**Supplied information**
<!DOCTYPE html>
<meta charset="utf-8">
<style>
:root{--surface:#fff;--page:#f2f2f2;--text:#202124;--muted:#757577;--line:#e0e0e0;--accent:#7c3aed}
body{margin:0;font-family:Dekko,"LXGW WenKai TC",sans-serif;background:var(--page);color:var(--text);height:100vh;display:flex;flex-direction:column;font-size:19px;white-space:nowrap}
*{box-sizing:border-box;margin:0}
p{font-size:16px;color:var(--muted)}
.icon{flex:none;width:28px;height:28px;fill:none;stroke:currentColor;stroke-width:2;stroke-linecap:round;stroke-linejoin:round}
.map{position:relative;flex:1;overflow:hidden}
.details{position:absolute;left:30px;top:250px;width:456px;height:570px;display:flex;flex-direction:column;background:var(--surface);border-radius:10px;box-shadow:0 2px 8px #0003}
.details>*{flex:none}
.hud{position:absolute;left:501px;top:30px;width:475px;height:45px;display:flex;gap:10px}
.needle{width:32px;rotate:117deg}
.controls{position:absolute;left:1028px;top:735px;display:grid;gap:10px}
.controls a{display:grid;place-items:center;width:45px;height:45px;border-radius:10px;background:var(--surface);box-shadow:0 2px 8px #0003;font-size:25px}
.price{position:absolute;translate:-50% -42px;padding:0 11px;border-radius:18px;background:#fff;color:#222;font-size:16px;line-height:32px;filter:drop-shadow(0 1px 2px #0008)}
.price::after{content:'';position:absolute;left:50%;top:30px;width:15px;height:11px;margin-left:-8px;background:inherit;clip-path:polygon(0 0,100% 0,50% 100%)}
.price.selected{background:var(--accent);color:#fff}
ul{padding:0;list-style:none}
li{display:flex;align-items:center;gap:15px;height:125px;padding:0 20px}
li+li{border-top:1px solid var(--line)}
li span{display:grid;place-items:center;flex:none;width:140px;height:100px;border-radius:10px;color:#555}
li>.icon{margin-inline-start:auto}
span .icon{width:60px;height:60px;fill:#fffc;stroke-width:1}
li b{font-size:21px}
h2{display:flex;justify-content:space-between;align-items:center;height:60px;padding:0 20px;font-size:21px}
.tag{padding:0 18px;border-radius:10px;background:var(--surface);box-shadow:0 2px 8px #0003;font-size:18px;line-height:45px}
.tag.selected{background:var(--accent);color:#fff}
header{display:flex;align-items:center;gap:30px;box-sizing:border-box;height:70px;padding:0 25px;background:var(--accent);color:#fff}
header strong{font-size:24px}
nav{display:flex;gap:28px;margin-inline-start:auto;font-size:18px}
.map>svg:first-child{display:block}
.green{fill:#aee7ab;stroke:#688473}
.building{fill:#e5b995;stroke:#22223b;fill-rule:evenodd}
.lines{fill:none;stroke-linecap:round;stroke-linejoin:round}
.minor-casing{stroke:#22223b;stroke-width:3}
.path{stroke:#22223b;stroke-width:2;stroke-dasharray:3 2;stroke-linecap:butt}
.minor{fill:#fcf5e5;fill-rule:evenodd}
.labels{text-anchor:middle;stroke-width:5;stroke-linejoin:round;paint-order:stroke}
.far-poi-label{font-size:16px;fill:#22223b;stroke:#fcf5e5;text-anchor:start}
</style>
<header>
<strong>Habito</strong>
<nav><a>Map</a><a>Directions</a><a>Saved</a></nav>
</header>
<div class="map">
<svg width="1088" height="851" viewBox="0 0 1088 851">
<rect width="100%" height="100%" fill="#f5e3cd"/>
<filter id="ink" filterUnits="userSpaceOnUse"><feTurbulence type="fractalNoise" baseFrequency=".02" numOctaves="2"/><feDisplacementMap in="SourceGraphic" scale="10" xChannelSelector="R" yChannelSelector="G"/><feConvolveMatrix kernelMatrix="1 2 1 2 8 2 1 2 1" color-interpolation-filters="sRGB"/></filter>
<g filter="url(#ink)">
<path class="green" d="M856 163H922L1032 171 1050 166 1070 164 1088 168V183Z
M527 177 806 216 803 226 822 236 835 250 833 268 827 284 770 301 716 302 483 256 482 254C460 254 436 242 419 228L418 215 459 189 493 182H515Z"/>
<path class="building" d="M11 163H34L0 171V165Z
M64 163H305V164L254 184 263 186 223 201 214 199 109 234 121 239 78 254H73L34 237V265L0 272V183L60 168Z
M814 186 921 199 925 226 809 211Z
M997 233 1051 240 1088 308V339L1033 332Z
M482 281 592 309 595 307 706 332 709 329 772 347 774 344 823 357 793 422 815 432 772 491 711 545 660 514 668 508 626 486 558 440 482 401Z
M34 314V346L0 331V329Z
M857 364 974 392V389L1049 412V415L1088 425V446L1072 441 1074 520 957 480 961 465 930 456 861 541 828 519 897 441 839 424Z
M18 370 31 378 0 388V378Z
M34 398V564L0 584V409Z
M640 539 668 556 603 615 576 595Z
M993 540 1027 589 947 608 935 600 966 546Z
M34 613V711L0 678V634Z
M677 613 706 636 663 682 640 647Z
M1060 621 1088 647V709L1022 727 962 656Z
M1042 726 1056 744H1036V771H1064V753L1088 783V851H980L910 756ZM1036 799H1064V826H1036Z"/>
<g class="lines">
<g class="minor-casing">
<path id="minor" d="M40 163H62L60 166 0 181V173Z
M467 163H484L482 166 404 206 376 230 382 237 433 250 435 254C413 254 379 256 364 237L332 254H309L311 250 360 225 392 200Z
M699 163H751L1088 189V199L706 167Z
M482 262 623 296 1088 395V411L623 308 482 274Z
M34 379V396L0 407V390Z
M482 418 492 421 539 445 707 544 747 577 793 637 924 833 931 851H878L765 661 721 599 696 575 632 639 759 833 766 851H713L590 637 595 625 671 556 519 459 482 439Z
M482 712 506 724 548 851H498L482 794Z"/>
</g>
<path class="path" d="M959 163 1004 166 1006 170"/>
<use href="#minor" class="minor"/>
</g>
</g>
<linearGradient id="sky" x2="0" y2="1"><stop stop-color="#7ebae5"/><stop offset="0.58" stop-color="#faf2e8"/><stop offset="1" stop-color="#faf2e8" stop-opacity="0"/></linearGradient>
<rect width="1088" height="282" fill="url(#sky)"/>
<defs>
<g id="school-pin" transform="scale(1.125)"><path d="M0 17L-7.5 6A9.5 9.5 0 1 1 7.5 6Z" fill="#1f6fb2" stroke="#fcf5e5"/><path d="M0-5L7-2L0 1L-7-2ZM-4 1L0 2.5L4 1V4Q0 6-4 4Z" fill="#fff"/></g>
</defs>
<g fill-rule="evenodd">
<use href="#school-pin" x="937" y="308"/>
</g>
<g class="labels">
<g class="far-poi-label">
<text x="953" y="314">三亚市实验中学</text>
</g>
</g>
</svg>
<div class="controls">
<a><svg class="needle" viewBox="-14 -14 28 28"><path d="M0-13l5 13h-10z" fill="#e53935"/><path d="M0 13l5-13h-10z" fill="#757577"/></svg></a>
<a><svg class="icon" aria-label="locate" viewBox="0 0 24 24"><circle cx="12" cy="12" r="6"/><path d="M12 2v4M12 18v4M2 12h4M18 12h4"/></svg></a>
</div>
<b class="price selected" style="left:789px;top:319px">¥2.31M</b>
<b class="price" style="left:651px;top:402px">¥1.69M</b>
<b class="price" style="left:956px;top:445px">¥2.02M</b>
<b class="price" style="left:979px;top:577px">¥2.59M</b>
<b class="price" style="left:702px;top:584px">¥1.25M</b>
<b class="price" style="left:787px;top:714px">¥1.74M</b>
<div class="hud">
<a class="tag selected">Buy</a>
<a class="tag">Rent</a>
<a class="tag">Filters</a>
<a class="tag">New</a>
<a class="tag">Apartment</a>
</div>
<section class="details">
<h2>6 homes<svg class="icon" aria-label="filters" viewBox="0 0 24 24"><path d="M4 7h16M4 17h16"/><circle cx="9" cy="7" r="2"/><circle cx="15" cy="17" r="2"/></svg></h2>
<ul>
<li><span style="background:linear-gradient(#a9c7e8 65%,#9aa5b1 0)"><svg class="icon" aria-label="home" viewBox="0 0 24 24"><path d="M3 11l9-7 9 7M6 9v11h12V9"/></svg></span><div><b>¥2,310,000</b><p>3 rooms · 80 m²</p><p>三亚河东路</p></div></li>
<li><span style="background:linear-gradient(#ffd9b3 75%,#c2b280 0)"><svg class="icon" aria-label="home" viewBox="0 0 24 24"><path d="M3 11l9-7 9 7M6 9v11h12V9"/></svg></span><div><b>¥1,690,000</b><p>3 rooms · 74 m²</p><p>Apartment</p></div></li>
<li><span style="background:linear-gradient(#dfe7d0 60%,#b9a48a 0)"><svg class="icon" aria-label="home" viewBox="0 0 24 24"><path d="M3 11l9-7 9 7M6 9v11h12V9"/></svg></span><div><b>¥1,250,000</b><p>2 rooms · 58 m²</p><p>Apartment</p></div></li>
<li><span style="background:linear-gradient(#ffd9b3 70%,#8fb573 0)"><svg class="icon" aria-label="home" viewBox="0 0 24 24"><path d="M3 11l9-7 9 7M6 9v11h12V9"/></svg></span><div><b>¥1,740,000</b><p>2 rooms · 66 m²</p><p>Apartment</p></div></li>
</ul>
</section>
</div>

**Exercise instructions**
Among the lines above, return each one holding the string "margin".

**Problem solution**
body{margin:0;font-family:Dekko,"LXGW WenKai TC",sans-serif;background:var(--page);color:var(--text);height:100vh;display:flex;flex-direction:column;font-size:19px;white-space:nowrap}
*{box-sizing:border-box;margin:0}
.price::after{content:'';position:absolute;left:50%;top:30px;width:15px;height:11px;margin-left:-8px;background:inherit;clip-path:polygon(0 0,100% 0,50% 100%)}
li>.icon{margin-inline-start:auto}
nav{display:flex;gap:28px;margin-inline-start:auto;font-size:18px}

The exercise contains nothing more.